Ngupil: Antara Fokus dan Melamun

Pernahkah kalian merasa begitu gusar ketika tengah mengidap flu. Selain kerap didahului oleh panas dingin ada hal lain yang menyebalkan saat kita terkena flu. Hal ini ialah ketika  kami tidak begitu lega dalam bernafas dan juga terutama kami tidak dapat mengupil seperti biasanya. Ya, mengupil, ngorong, menggali kotoran dalam lubang hidung, atau apapun itu namanya. Hal melegakan dan mengasyikkan yang sering tak dianggap sebagai hal yang penting dalam hidup. Hal yang bahkan terkadang bergerak di bawah alam sadar kita. Ya itulah perbuatan ngupil.

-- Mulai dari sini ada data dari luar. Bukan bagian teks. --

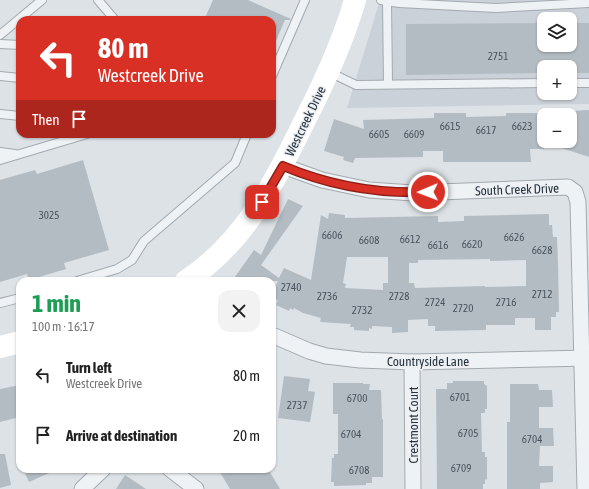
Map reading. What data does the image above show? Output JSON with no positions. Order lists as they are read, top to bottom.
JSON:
{
  "streets": {
    "street": [
      "Westcreek Drive",
      "South Creek Drive",
      "Countryside Lane",
      "Crestmont Court"
    ]
  },
  "crossings": [
    ["Westcreek Drive", "South Creek Drive"],
    ["South Creek Drive", "Countryside Lane"],
    ["Countryside Lane", "Crestmont Court"]
  ],
  "house_numbers": [
    "2751",
    "6615",
    "6623",
    "6617",
    "6605",
    "6609",
    "3025",
    "6606",
    "6626",
    "6612",
    "6608",
    "6620",
    "6616",
    "6628",
    "2740",
    "2712",
    "2736",
    "2728",
    "2724",
    "2716",
    "2720",
    "2732",
    "6701",
    "6700",
    "2737",
    "6705",
    "6704",
    "6704",
    "6709",
    "6708"
  ],
  "page": {
    "map_buttons": ["+", "−"],
    "turn": ["80 m", "Westcreek Drive"],
    "then": "Then",
    "heading": ["1 min", "100 m · 16:17"],
    "list": [
      {
        "name": "Turn left",
        "note": "Westcreek Drive",
        "value": "80 m"
      },
      {
        "name": "Arrive at destination",
        "value": "20 m"
      }
    ]
  }
}
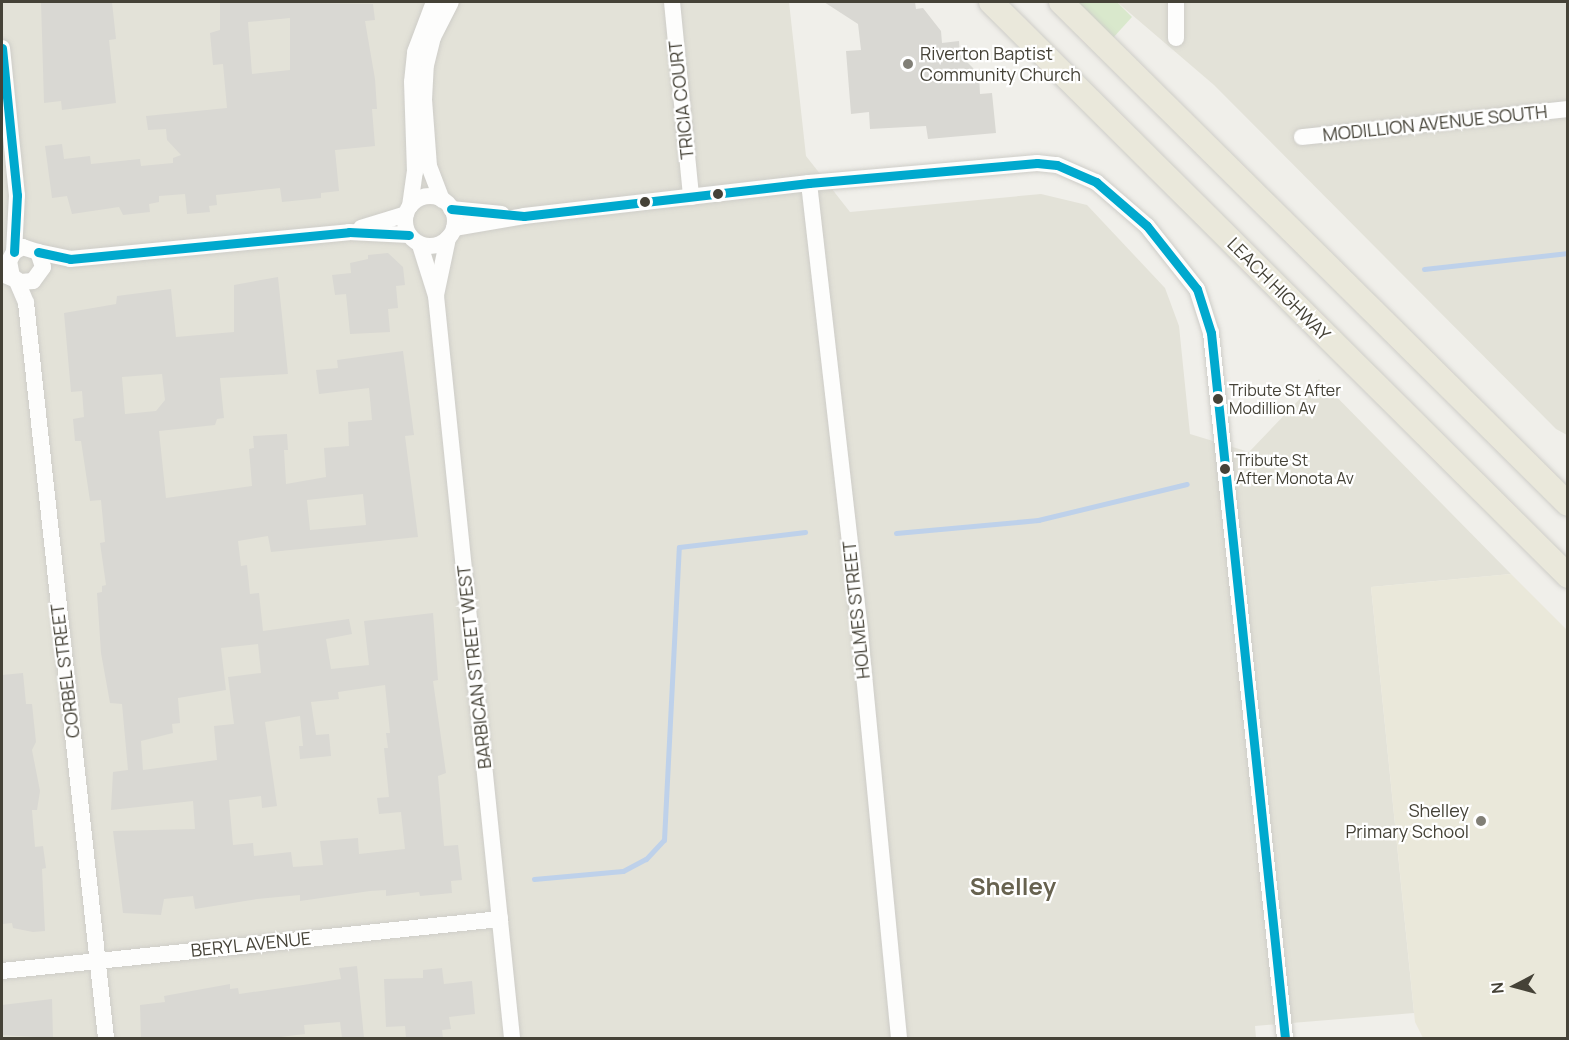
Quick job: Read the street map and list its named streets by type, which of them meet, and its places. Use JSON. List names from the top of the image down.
{
  "streets": {
    "highway": ["LEACH HIGHWAY"],
    "street": [
      "TRICIA COURT",
      "MODILLION AVENUE SOUTH",
      "HOLMES STREET",
      "BARBICAN STREET WEST",
      "CORBEL STREET",
      "BERYL AVENUE"
    ]
  },
  "crossings": [
    ["BARBICAN STREET WEST", "BERYL AVENUE"],
    ["CORBEL STREET", "BERYL AVENUE"]
  ],
  "districts": ["Shelley"],
  "places": [
    "Riverton Baptist Community Church",
    "Tribute St After Modillion Av",
    "Tribute St After Monota Av",
    "Shelley Primary School"
  ],
  "north": "left"
}
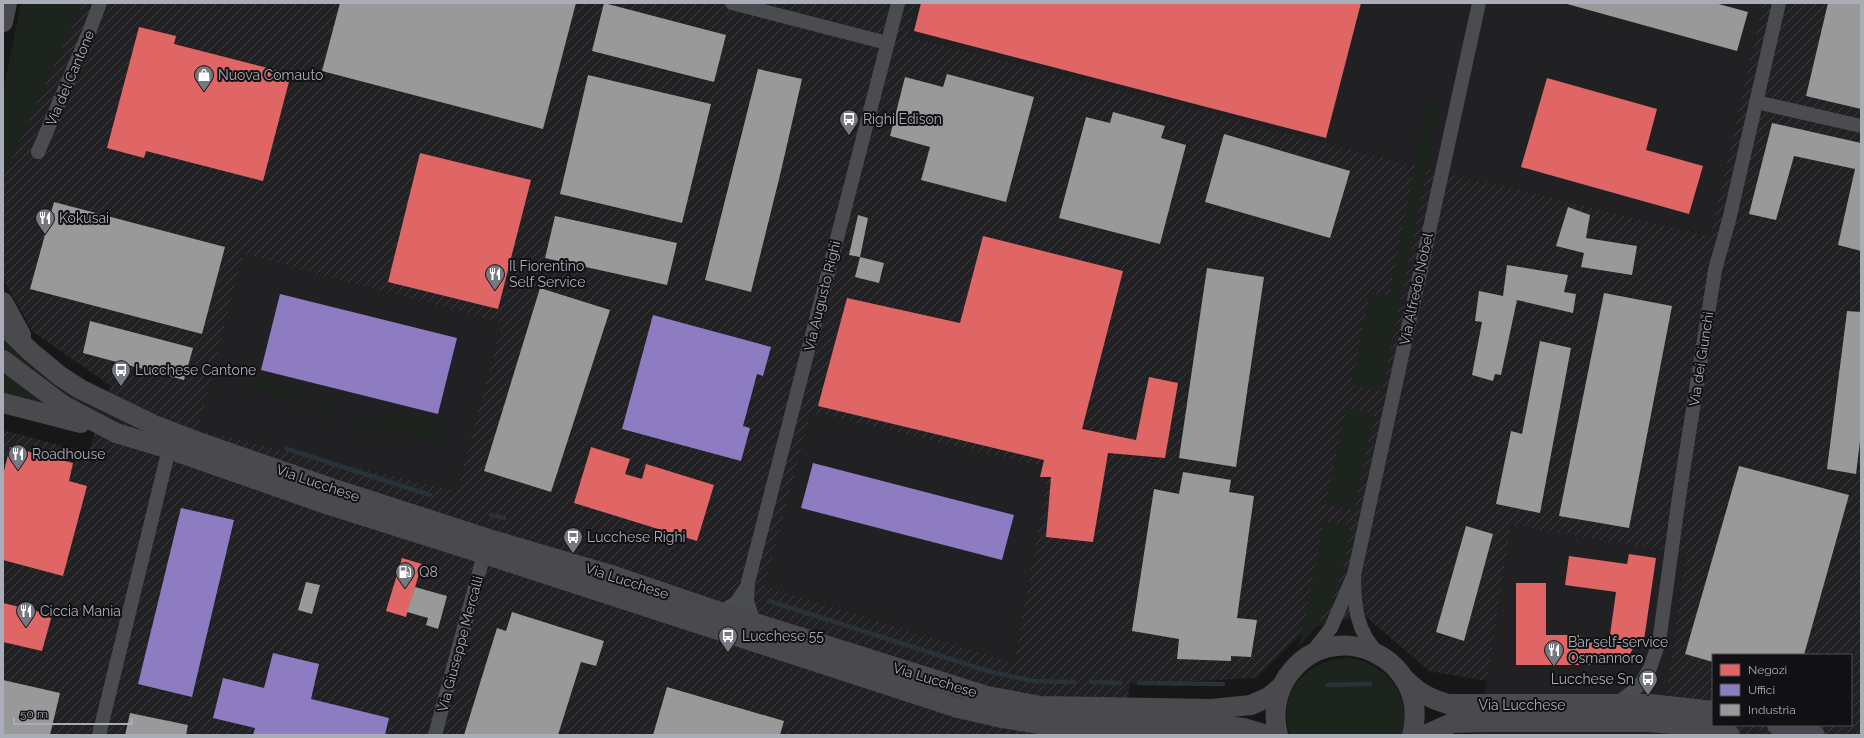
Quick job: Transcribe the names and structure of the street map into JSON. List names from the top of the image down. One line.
{"streets":{"main road":["Via Lucchese"],"street":["Via del Cantone","Via Alfredo Nobel","Via Augusto Righi","Via dei Giunchi","Via Giuseppe Mercalli"]},"crossings":[["Via Alfredo Nobel","Via Lucchese"],["Via Augusto Righi","Via Lucchese"],["Via dei Giunchi","Via Lucchese"],["Via Lucchese","Via Giuseppe Mercalli"]],"places":{"shop":["Nuova Comauto"],"bus stop":["Righi Edison","Lucchese Cantone","Lucchese Righi","Lucchese 55","Lucchese Sn"],"restaurant":["Kokusai","Il Fiorentino Self Service","Roadhouse","Ciccia Mania","Bar self-service Osmannoro"],"fuel station":["Q8"]},"legend":["Negozi","Uffici","Industria"],"scale_bar":"50 m"}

Lalu mengapa ngupil harus dibahas dan seolah begitu penting. Pertama tentu saja karena kami memang pengangguran, orang ga penting dan karenanya juga lebih baik membahas hal-hal tak penting. Jadi kami tak sanggup membahas topik-topik berat. Kedua karena ngupil ini ialah aktivitas yang mengasyikkan. Dan yang terakhir karena ngupil juga merupakan suatu aktivitas yang dapat kami kategorikan sebagai suatu relaksasi.

Ngupil kami definisikan sebagai aktivitas yang dilakukan oleh jari tangan baik jari telunjuk, kelingking, atau mungkin saja jempol yang bertujuan untuk membersihkan kotoran (upil) yang ada di dalam lubang hidung kita. Bisa dikatakan juga aktivitas ini sebagai salah satu penunjang metabolisme seperti juga buang air besar atau buang air kecil. Intinya ngupil terkadang tak bisa dianggap hal remeh, seremeh mencari upil yang sebesar remeh.

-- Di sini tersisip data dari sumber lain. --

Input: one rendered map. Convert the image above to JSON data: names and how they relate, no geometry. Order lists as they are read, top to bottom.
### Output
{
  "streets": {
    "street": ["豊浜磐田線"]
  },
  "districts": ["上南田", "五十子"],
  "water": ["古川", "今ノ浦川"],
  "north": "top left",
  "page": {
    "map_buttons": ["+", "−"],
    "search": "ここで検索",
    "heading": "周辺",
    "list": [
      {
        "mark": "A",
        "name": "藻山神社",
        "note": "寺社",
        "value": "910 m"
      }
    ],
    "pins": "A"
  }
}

Sudah teramat sering kami melihat aktivitas ngupil yang dilakukan oleh orang lain. Mereka terlihat begitu asyik atau autis sendiri saat tengah ngupil. Ada yang malu ketika kami memergoki mereka tengah ngupil tapi ada juga yang dingin-dingin saja. Dan berdasarkan pengalaman pribadi, juga pengamatan, orang yang tengah ngupil dapat terlihat seperti orang yang sedang melamun, melongo, tengah terlihat fokus ataupun keduanya, melamun campur fokus. Yang jelas sepertinya mereka terlihat begitu asyik.

Kami kerap diperingatkan orang lain atau kerabat ketika tengah ngupil. “ Ih ngupilnya serius amat sih” “ngupilnya dalem-dalem amat sih” atau “Ngupil terusss!!” Ya begitulah respon mereka ketika kami tengah mengupil. Parah. Kayak mereka sendiri ga tahu kenikmatanan ngupil aja sih….

Kami memang ngupil dengan fokus. Serius dan memiliki tujuan pasti yakni mencari upil yang menempel di dinding lubang hidung. Maka ketika kami terihat begitu serius, ya wajar saja. Kami kan tengah mencari sesuatu yang tak “kasat mata”. Upil dalam hidung ialah sesuatu yang tak terhingga oleh mata. Jadi kami melakukannya dengan indra peraba dan perasa di jari ditambah dengan insting kami.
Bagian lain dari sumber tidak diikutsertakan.